@jacobwilliams and others,
nlopt looks like a great optimization tool, but its fortran interface currently is Fortran 77. Could be updated to use
@jacobwilliams and others,
Yeah, some of that is Fortran 77 code that was converted to C and then a Fortran 77 wrapper written for it. If a Fortran version of something exists, the right way is to modernize it and use it. No need for C to be involved. Improvements can be made to the modernized Fortran code.
I’m also not a fan of writing Fortran 90 interfaces to a pile of Fortran 77 subroutines, as though they are our ancient legacy that must never be changed. But maybe I’ve mentioned that before.

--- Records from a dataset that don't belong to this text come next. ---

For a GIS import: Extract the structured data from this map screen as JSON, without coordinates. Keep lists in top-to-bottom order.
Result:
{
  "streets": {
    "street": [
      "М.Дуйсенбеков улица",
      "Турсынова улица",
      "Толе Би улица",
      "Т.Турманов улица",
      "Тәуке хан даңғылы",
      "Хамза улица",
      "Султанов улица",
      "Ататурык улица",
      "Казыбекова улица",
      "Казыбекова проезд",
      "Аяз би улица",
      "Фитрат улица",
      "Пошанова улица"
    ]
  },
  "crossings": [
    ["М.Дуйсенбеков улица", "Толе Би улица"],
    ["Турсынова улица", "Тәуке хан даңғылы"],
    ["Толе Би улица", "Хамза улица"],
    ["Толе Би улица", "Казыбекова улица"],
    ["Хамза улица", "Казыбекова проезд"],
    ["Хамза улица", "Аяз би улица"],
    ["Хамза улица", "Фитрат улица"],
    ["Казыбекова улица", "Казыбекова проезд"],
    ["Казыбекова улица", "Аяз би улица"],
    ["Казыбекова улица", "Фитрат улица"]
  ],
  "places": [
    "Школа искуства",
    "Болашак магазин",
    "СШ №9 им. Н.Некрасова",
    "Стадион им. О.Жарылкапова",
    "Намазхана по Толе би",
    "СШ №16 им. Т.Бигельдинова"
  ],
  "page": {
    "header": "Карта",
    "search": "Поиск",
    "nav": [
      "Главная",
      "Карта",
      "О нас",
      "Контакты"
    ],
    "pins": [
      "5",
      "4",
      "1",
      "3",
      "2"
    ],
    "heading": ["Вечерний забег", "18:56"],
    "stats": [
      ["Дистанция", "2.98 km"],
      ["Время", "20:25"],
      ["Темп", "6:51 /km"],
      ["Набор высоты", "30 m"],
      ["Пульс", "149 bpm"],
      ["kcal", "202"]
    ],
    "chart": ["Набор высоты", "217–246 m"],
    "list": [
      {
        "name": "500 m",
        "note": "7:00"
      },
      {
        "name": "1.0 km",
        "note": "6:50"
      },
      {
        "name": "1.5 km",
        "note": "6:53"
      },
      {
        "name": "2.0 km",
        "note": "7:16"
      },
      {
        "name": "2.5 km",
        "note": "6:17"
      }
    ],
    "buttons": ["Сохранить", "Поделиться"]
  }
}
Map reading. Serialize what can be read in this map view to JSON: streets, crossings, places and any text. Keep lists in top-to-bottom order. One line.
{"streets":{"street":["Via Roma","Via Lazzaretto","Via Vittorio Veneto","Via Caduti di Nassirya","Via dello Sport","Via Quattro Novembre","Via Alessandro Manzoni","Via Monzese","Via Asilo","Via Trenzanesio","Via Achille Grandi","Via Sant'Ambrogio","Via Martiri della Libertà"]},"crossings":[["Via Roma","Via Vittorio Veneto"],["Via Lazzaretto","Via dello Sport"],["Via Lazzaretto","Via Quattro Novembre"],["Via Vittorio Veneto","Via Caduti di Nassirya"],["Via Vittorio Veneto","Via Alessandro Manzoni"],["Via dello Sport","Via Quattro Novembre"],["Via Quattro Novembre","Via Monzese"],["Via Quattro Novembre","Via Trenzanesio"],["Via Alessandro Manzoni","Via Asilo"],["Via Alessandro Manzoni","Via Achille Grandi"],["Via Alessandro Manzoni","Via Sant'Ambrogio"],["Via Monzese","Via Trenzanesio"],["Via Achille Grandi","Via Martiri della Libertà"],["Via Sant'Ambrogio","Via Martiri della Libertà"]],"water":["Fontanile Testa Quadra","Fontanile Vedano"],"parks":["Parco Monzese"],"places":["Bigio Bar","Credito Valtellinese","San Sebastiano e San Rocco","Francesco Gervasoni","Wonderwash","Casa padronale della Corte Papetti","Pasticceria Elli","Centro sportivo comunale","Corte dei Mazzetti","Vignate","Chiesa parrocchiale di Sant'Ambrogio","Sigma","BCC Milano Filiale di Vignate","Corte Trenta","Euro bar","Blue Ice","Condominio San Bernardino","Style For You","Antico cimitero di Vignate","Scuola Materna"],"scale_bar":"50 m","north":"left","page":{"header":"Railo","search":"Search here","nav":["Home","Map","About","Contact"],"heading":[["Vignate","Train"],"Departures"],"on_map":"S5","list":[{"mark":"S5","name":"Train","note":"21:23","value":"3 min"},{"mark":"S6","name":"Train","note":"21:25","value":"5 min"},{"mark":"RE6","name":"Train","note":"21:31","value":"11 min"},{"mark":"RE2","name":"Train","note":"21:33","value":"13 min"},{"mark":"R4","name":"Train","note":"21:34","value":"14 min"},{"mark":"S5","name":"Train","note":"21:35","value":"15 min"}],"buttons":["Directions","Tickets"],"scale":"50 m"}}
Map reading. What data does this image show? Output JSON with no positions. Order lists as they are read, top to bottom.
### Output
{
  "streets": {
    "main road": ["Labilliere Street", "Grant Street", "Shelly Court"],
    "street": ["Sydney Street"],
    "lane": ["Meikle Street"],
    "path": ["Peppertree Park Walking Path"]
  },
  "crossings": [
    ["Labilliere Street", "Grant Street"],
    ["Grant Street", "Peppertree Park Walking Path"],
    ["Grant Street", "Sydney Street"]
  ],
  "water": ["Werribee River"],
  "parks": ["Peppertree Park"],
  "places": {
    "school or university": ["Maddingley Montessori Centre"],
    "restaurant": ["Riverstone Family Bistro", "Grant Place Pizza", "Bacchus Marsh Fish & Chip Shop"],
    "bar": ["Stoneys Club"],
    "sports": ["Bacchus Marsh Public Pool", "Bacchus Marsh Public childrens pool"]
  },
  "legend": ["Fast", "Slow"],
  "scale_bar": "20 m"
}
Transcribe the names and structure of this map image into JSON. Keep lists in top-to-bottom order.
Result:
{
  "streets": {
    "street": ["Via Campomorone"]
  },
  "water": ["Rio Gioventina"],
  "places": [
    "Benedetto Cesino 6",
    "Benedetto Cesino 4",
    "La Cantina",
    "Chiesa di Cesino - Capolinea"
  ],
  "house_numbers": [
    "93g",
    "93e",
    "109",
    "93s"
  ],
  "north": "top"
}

You might be interested in checking out the great work done by Sebastian @awvwgk
The native NLopt Fortran bindings are really only the bare minimum, i.e. they contain only the enumerator values, not even explicit interfaces, which makes them rather fragile to use.
As Emanuele @epagone pointed out, I already went through all the work to create interfaces to the actual C API of NLopt and wrap them nicely in a derived type to make the overall user experience more pleasant (announced in NLopt Fortran bindings). I also put some work into making the Fortran bindings compatible with all NLopt versions since 2.0.0, because not all package managers ship the latest version. Feedback and contributions are of course very welcome.
If you want to see an actual application of the Fortran bindings to NLopt, I recently pushed dftd4/dftd4-fit, which glues together a couple of fpm projects to a small command line optimization driver.
Not to undermine Sebastian’s large effort, however, I would like to mention that I also attempted to create a modern Fortran interface back in 2019. I even tried to submit it as pull request ([WIP] A Modern Fortran Interface by ivan-pi · Pull Request #233 · stevengj/nlopt · GitHub) to the original NLopt repository. Preceding my own attempt, GitHub member aitap described how to wrap NLopt in a blog post (Wrapping C opaque pointers in Fortran 2003 in type-strict way).
The factors blocking my PR at the time were CMake integration in the upstream project and also some struggles with memory leaks and interfaces in the object-oriented Fortran wrapper (Actual and dummy procedure argument mismatch - Error 7062 - Intel Communities).
Since some NLopt users already depend upon the “old” (standard-violating…) interface, I think it would be difficult to have a modern interface co-exist in the original NLopt development repository. I also had the feeling the maintainers (and creators) of NLopt aren’t particularly interested in modern Fortran as a contemporary programming language.
Hence, I ultimately closed my PR and switched to using @awvwgk’s wrappers instead of my own (incomplete) version. AFAICT the
nlopt-f interface is completely type-safe and agnostic of the fact the underlying library is in C. It only assumes that you have
nlopt installed somewhere.
My takeaway from this whole experience is that fragmentation of the community can really hinder progress. Another lesson I learned is the importance of “finishing” a project to a level where others can use it safely.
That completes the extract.